A cet égard, Nathalie Colin-Oesterlé, très attachée à la transparence des financements et de leur utilisation, a réitéré sa demande d’avoir une meilleure identification de la part de la Dotation Générale de Décentralisation et des autres ressources dédiées à la formation, tout en fustigeant le renoncement du Conseil Régional de Lorraine dans ce secteur pourtant crucial pour le développement de notre Région :

« Je vous ai entendu, Monsieur le Président, critiquer très vertement la réduction des effectifs d’enseignants dans notre académie, réduction qui peut sembler impressionnante mais qui est de l’ordre de 3% (je rappelle que nous avons dans notre académie 34.000 enseignants), et que nous avons de surcroît une diminution du nombre d’élèves dans notre académie. Alors même s’il faut rester très prudent sur le sujet et bien se garder de toute démagogie, en sabrant le budget formation des demandeurs d’emploi de plus de 10 M€, alors que leur nombre, lui, augmente, vous allez bien plus loin que le gouvernement Monsieur Masseret, mais de manière insidieuse et dans l’indifférence générale car il est bien difficile pour eux de se faire entendre !

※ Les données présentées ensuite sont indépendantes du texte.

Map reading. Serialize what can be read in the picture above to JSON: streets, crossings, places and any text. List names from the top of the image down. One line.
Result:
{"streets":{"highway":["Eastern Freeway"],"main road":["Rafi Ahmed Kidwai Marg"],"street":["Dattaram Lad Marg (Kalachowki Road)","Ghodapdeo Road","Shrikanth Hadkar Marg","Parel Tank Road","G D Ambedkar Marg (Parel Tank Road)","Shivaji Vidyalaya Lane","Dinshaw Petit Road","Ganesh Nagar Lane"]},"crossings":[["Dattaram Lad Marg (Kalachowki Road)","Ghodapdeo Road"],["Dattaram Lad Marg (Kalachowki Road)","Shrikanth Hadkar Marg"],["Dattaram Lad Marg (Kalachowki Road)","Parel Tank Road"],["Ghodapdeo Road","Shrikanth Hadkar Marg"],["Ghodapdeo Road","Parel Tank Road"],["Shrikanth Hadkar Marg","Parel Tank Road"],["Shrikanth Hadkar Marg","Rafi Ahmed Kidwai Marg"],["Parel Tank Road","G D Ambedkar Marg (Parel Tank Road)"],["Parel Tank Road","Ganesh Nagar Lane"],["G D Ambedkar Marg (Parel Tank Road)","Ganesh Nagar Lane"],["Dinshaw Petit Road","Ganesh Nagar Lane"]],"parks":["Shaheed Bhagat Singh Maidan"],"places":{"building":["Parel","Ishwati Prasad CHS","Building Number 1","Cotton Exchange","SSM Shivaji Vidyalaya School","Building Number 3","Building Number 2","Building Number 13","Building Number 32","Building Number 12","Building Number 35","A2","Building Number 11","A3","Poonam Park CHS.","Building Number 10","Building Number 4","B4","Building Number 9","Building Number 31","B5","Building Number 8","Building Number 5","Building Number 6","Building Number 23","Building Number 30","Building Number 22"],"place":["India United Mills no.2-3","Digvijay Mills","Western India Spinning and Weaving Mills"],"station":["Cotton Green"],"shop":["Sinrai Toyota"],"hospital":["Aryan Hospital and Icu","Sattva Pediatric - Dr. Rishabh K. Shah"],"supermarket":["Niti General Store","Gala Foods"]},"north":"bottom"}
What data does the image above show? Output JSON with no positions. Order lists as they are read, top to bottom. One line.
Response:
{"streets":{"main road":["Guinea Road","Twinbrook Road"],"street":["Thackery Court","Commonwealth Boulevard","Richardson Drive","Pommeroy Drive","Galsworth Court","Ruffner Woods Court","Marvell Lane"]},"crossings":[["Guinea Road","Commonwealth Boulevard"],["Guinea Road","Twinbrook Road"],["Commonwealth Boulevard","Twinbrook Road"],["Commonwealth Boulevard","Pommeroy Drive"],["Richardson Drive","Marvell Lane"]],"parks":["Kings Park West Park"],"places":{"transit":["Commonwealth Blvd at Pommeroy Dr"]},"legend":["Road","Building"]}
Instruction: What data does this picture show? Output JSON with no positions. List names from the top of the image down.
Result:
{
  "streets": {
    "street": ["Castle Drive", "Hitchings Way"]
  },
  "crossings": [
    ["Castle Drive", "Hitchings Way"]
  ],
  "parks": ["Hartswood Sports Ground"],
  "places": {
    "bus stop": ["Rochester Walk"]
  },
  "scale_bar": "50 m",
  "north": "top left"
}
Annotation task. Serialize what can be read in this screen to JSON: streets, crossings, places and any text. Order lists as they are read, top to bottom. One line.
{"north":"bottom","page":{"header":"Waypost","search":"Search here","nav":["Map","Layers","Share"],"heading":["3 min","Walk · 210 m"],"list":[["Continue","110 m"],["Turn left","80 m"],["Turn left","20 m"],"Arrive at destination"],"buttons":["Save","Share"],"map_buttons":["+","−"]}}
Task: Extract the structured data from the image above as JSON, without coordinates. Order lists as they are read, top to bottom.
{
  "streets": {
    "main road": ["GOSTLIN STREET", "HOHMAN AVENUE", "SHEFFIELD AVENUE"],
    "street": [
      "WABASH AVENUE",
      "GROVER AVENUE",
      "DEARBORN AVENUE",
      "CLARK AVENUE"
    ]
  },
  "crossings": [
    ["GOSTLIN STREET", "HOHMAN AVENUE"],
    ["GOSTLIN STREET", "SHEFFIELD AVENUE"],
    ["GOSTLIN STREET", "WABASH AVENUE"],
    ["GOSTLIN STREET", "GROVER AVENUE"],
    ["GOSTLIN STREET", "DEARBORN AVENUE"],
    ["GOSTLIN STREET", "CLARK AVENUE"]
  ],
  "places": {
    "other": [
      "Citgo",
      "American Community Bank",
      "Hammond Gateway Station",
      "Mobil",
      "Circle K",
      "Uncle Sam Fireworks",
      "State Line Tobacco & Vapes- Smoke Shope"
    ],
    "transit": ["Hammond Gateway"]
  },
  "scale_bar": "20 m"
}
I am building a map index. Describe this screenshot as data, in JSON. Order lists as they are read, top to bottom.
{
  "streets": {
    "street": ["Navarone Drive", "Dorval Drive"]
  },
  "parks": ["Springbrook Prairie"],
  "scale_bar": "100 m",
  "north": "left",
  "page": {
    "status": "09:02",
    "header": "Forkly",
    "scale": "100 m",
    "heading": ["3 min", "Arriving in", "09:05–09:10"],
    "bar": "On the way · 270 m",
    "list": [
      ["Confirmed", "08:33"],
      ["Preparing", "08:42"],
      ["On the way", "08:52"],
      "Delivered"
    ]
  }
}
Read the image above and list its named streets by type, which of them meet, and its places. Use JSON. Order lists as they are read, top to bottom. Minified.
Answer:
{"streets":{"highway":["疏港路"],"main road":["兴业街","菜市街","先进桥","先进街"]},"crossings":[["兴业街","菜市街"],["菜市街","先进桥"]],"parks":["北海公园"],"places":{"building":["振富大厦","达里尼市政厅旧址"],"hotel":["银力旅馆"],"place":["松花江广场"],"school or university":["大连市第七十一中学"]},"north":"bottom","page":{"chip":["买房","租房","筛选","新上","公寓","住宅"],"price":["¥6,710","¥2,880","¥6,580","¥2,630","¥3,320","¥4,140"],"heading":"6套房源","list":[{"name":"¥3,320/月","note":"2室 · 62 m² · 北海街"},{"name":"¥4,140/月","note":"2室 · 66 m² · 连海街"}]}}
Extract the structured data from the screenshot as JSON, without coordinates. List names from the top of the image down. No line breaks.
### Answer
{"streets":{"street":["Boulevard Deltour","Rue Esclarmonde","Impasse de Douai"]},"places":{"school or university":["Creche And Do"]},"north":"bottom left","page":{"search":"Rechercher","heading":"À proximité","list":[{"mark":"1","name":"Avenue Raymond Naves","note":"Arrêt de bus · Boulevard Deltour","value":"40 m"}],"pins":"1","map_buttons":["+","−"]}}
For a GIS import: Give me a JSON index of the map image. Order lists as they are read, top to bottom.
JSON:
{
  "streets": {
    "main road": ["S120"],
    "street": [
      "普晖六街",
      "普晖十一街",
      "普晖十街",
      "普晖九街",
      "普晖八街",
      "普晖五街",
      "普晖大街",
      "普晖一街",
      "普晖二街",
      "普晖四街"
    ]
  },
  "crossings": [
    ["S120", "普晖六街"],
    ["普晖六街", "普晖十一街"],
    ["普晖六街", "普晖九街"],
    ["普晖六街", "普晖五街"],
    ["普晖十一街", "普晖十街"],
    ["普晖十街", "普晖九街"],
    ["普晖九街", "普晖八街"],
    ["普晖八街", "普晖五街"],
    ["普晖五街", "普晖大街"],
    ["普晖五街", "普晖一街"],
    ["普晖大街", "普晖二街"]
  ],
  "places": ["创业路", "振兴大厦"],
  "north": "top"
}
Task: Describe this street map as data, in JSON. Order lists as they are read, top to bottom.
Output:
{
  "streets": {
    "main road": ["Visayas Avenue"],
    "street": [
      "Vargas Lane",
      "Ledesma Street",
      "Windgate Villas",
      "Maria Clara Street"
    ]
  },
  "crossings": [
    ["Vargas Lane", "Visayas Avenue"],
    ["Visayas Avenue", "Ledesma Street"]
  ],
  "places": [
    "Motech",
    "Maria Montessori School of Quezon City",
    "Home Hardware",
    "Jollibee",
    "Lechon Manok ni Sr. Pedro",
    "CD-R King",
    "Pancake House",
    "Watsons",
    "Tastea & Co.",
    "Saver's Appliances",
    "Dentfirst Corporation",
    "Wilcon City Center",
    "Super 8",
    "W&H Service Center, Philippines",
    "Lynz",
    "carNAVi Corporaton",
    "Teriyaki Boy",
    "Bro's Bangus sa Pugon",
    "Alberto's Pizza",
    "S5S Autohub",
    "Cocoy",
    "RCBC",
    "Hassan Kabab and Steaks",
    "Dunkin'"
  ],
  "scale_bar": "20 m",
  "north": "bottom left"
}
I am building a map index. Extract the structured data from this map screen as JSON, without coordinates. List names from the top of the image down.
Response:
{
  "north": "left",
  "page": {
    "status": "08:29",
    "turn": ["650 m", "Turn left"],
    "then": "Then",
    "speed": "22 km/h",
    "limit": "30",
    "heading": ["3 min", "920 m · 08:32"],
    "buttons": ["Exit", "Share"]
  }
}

Vous privilégiez les actions courtes d’adaptation réservées à un public proche de l’emploi au détriment des actions longues qualifiantes et diplômantes, qui elles bénéficient aux plus éloignés de l’emploi…Ces actions courtes dont bon nombre échappe au code des marchés publics, ce qui prive de toute transparence votre action dans ce domaine…

Ce ne serait que justice sociale d’assumer ces responsabilités qui vous sont conférées par la loi. En réduisant de la sorte les possibilités de formation pour ces publics en difficulté, vous les condamnez à rester chômeurs de longue durée … Monsieur le Président, votre attitude est irresponsable. »

Autre source d’inquiétude pour le Nouveau Centre, les nouvelles modalités d’intervention du Conseil Régional de Lorraine dans le domaine du développement économique et du développement local, et notamment le recours aux appels à projets, censés rompre avec la politique de guichet et d’émiettement qui prévalait depuis 2004.

En effet, le risque est grand de voir s’accentuer les inégalités entre les porteurs de projets ou les territoires en capacité technique de répondre aux appels à projets, et ceux ne disposant pas de l’ingénierie nécessaire. Si toutes les précautions et mesures d’accompagnement ne sont pas prises en la matière, le Nouveau Centre craint que le remède soit pire que le mal !

Mais, c’est surtout le calendrier arrêté par l’exécutif régional qui nous laisse perplexe : des règlements d’intervention votés en Mars (si tout va bien …) et des appels à projets qui ne seront pas finalisés avant juin !

Alors que l’État se mobilise autour du plan de relance et des investissements d’avenir et soutient fortement les territoires en difficultés, alors que l’urgence de la situation en Lorraine exigerait au contraire une implication accrue de la collectivité régionale, son président et sa majorité ont décidé de prendre leur temps … les Lorraines et les Lorrains continueront à attendre !

Cette attitude, non dénuée de toute arrière-pensée politique, est tout bonnement irresponsable et préjudiciable pour l’avenir de notre Région, et nous la condamnons fermement ! Et les gesticulations de la majorité autour de la suppression des postes d’enseignants dans notre Académie n’auront pas réussi à masquer la pauvreté et le manque d’ambition de ce budget.

« Le triomphe de la démagogie est immédiat, mais ses ruines sont éternelles », Charles Peguy.